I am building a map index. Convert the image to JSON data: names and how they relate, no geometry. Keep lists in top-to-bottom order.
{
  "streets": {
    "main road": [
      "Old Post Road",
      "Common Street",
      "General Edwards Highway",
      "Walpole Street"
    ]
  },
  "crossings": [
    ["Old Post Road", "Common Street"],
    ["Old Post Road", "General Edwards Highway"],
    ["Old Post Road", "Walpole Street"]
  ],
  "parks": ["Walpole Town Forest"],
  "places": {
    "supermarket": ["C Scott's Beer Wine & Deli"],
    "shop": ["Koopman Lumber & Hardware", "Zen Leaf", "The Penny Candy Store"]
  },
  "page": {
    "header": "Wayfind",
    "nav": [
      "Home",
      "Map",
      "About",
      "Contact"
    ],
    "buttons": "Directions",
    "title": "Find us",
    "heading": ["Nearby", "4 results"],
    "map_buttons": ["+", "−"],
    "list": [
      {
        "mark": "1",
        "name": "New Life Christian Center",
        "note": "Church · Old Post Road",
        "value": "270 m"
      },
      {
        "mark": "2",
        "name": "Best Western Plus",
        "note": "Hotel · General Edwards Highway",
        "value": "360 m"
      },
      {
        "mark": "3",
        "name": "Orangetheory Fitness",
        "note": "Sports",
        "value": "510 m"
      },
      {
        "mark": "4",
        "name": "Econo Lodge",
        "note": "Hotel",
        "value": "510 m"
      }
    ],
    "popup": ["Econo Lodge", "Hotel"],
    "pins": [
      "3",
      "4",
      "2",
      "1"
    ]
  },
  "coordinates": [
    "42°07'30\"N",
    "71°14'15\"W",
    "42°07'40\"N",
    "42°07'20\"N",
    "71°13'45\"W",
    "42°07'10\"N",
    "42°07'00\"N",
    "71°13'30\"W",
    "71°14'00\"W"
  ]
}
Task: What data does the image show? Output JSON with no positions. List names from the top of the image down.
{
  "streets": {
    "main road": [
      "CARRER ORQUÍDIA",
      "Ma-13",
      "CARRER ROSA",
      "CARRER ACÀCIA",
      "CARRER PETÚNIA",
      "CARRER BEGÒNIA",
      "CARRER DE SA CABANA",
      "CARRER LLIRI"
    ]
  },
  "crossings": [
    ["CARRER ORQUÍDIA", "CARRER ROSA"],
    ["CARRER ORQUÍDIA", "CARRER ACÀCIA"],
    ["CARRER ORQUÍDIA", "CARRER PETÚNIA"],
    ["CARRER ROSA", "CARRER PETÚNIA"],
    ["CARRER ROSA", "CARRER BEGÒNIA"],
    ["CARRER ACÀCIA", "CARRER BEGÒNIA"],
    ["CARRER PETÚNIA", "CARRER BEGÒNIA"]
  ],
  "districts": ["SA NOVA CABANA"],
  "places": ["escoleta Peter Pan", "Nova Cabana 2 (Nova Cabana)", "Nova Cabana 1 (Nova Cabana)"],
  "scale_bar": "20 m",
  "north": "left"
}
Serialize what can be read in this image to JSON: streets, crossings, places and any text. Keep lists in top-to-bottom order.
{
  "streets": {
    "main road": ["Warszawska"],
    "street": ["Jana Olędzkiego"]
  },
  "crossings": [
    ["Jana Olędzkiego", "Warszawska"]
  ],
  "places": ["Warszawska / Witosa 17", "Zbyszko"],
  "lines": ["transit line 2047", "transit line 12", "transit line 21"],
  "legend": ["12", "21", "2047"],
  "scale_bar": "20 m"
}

Exercise description ->
Reproduce every line of the material above exactly.

Solved exercise ->
I am building a map index. Convert the image to JSON data: names and how they relate, no geometry. Keep lists in top-to-bottom order.
{
  "streets": {
    "main road": [
      "Old Post Road",
      "Common Street",
      "General Edwards Highway",
      "Walpole Street"
    ]
  },
  "crossings": [
    ["Old Post Road", "Common Street"],
    ["Old Post Road", "General Edwards Highway"],
    ["Old Post Road", "Walpole Street"]
  ],
  "parks": ["Walpole Town Forest"],
  "places": {
    "supermarket": ["C Scott's Beer Wine & Deli"],
    "shop": ["Koopman Lumber & Hardware", "Zen Leaf", "The Penny Candy Store"]
  },
  "page": {
    "header": "Wayfind",
    "nav": [
      "Home",
      "Map",
      "About",
      "Contact"
    ],
    "buttons": "Directions",
    "title": "Find us",
    "heading": ["Nearby", "4 results"],
    "map_buttons": ["+", "−"],
    "list": [
      {
        "mark": "1",
        "name": "New Life Christian Center",
        "note": "Church · Old Post Road",
        "value": "270 m"
      },
      {
        "mark": "2",
        "name": "Best Western Plus",
        "note": "Hotel · General Edwards Highway",
        "value": "360 m"
      },
      {
        "mark": "3",
        "name": "Orangetheory Fitness",
        "note": "Sports",
        "value": "510 m"
      },
      {
        "mark": "4",
        "name": "Econo Lodge",
        "note": "Hotel",
        "value": "510 m"
      }
    ],
    "popup": ["Econo Lodge", "Hotel"],
    "pins": [
      "3",
      "4",
      "2",
      "1"
    ]
  },
  "coordinates": [
    "42°07'30\"N",
    "71°14'15\"W",
    "42°07'40\"N",
    "42°07'20\"N",
    "71°13'45\"W",
    "42°07'10\"N",
    "42°07'00\"N",
    "71°13'30\"W",
    "71°14'00\"W"
  ]
}
Task: What data does the image show? Output JSON with no positions. List names from the top of the image down.
{
  "streets": {
    "main road": [
      "CARRER ORQUÍDIA",
      "Ma-13",
      "CARRER ROSA",
      "CARRER ACÀCIA",
      "CARRER PETÚNIA",
      "CARRER BEGÒNIA",
      "CARRER DE SA CABANA",
      "CARRER LLIRI"
    ]
  },
  "crossings": [
    ["CARRER ORQUÍDIA", "CARRER ROSA"],
    ["CARRER ORQUÍDIA", "CARRER ACÀCIA"],
    ["CARRER ORQUÍDIA", "CARRER PETÚNIA"],
    ["CARRER ROSA", "CARRER PETÚNIA"],
    ["CARRER ROSA", "CARRER BEGÒNIA"],
    ["CARRER ACÀCIA", "CARRER BEGÒNIA"],
    ["CARRER PETÚNIA", "CARRER BEGÒNIA"]
  ],
  "districts": ["SA NOVA CABANA"],
  "places": ["escoleta Peter Pan", "Nova Cabana 2 (Nova Cabana)", "Nova Cabana 1 (Nova Cabana)"],
  "scale_bar": "20 m",
  "north": "left"
}
Serialize what can be read in this image to JSON: streets, crossings, places and any text. Keep lists in top-to-bottom order.
{
  "streets": {
    "main road": ["Warszawska"],
    "street": ["Jana Olędzkiego"]
  },
  "crossings": [
    ["Jana Olędzkiego", "Warszawska"]
  ],
  "places": ["Warszawska / Witosa 17", "Zbyszko"],
  "lines": ["transit line 2047", "transit line 12", "transit line 21"],
  "legend": ["12", "21", "2047"],
  "scale_bar": "20 m"
}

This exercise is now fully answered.